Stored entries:
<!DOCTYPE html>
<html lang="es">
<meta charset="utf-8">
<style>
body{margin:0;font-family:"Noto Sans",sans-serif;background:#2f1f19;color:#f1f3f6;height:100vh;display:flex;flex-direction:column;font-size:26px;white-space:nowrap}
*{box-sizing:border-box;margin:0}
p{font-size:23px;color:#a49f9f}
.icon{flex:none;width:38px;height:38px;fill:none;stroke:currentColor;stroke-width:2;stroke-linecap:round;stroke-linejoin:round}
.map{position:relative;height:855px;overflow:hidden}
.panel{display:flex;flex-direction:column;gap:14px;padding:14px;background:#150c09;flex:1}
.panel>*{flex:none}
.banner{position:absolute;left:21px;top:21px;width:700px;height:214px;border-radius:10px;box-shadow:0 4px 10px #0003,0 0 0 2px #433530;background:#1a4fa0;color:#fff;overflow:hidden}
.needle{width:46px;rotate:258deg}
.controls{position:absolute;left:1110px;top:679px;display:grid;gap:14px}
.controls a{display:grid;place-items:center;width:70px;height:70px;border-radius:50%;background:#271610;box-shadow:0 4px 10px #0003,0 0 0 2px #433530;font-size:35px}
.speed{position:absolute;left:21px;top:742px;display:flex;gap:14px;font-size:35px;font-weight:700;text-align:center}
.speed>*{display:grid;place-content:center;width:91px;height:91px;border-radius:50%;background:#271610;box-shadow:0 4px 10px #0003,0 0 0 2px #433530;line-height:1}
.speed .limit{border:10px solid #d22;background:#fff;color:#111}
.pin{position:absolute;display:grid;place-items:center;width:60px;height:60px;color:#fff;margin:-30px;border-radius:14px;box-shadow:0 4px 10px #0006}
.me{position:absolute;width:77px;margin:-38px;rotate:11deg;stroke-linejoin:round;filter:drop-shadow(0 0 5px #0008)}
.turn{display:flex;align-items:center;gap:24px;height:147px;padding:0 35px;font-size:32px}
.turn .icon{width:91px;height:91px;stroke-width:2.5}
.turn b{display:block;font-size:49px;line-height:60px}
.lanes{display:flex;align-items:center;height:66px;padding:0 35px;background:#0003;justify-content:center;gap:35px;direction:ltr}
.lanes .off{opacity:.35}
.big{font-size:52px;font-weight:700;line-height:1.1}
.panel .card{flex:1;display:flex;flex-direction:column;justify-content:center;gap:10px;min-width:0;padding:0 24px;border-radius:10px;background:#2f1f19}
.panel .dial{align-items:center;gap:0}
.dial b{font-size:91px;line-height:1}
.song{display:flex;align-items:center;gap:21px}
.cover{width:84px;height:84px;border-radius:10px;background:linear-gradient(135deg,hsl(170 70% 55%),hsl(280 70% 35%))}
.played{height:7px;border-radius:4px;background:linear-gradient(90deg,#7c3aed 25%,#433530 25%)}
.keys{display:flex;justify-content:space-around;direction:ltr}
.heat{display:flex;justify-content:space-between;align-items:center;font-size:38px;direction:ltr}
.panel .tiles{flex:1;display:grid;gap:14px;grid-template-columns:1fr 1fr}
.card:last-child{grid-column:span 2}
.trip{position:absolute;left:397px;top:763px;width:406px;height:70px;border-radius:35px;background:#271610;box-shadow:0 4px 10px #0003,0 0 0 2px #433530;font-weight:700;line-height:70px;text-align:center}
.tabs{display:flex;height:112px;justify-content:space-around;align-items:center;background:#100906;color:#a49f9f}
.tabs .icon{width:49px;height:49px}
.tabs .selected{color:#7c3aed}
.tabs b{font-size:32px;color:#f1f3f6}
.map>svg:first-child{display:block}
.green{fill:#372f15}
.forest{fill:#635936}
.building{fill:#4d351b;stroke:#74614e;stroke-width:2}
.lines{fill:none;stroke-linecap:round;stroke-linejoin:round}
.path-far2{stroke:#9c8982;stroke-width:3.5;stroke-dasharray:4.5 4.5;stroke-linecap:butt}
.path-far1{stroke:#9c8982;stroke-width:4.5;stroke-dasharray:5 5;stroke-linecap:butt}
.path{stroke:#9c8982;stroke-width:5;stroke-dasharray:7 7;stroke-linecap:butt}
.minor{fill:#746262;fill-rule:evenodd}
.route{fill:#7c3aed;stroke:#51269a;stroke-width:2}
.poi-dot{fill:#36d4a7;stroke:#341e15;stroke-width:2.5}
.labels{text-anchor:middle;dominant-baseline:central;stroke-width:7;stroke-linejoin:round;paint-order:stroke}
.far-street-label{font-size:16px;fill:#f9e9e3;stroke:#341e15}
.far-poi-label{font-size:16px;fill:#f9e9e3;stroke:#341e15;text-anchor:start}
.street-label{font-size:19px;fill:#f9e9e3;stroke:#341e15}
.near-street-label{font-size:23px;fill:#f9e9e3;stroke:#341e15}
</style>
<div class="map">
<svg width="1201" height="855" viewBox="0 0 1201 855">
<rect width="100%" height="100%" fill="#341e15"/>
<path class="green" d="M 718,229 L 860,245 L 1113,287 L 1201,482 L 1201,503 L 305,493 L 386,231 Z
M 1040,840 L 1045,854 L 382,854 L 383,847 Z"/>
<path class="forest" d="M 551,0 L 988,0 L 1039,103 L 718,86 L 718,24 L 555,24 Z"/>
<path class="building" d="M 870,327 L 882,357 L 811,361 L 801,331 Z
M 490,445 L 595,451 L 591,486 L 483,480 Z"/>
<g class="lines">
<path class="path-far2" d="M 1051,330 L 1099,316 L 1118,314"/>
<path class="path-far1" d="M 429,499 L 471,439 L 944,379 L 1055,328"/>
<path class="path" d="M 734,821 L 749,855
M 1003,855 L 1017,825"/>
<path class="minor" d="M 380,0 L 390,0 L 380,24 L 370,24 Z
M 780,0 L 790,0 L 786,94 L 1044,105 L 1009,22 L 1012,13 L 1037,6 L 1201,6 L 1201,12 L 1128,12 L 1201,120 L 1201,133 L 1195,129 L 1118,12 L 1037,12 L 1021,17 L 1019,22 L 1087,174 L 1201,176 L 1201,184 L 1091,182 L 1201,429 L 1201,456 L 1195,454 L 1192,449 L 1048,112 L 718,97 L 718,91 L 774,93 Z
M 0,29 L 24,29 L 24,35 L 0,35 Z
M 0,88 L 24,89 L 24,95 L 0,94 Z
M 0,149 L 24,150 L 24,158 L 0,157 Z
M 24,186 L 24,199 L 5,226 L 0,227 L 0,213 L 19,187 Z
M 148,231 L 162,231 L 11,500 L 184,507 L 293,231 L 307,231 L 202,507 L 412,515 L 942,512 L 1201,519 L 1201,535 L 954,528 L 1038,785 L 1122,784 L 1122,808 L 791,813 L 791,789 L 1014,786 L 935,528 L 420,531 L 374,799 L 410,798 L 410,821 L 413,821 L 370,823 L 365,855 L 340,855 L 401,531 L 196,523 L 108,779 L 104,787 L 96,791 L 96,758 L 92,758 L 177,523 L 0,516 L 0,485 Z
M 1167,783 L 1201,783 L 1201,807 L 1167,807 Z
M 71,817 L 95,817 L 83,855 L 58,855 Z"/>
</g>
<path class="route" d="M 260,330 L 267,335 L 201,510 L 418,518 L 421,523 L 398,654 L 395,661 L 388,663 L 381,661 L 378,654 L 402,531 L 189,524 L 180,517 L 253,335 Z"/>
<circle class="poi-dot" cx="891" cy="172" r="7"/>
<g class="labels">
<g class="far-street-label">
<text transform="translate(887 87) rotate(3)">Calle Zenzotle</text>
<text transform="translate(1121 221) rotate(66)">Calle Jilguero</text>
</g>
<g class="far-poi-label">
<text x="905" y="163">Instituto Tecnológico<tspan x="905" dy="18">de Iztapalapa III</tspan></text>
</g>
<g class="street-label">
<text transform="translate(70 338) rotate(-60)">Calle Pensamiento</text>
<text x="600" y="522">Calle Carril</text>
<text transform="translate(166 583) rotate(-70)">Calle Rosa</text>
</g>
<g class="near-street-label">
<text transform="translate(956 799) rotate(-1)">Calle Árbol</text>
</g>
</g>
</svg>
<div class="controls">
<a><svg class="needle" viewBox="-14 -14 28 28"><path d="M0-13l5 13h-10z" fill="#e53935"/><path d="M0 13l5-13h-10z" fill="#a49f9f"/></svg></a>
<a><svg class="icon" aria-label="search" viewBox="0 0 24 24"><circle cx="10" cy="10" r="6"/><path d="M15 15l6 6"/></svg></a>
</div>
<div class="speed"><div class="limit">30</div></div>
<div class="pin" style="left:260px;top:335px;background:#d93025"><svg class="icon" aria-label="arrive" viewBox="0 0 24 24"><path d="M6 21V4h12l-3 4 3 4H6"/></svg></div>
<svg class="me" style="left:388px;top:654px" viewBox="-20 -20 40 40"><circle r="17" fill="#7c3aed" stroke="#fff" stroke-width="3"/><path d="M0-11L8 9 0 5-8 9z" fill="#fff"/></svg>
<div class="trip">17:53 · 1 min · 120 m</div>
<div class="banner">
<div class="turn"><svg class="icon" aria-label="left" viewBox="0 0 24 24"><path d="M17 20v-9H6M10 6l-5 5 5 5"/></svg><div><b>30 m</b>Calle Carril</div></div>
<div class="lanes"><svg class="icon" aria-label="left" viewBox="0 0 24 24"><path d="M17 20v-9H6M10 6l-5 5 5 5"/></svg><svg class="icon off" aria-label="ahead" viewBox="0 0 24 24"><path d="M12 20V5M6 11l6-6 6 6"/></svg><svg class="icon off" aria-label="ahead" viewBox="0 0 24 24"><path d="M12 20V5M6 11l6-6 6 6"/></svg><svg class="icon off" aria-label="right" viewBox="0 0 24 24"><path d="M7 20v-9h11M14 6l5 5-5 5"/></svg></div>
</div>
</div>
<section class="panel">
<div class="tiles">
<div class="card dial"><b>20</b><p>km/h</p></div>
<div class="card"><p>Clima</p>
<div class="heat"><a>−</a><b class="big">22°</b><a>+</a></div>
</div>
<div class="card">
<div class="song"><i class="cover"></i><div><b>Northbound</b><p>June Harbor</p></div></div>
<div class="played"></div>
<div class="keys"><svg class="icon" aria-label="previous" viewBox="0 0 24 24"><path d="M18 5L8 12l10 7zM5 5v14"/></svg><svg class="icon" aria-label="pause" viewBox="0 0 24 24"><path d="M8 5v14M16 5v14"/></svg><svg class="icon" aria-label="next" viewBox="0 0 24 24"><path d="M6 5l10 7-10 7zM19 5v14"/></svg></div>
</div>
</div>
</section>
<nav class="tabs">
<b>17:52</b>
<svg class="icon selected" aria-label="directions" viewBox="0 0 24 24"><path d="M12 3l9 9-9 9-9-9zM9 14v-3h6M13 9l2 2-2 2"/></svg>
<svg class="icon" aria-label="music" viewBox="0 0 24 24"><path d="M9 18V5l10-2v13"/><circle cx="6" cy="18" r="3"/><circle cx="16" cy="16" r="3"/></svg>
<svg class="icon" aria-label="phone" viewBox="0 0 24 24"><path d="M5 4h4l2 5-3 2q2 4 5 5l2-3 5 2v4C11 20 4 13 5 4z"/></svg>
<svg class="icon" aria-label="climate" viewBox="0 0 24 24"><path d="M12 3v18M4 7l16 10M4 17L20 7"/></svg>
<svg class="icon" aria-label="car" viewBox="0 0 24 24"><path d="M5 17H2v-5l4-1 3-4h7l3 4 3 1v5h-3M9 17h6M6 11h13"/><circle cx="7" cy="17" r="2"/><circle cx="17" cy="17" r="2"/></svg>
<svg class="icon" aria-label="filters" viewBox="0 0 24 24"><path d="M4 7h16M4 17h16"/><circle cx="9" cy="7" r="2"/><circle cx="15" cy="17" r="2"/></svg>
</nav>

### Task details
Throughout the data above, copy all lines where the word "place" is found.

### Expected output
.controls a{display:grid;place-items:center;width:70px;height:70px;border-radius:50%;background:#271610;box-shadow:0 4px 10px #0003,0 0 0 2px #433530;font-size:35px}
.speed>*{display:grid;place-content:center;width:91px;height:91px;border-radius:50%;background:#271610;box-shadow:0 4px 10px #0003,0 0 0 2px #433530;line-height:1}
.pin{position:absolute;display:grid;place-items:center;width:60px;height:60px;color:#fff;margin:-30px;border-radius:14px;box-shadow:0 4px 10px #0006}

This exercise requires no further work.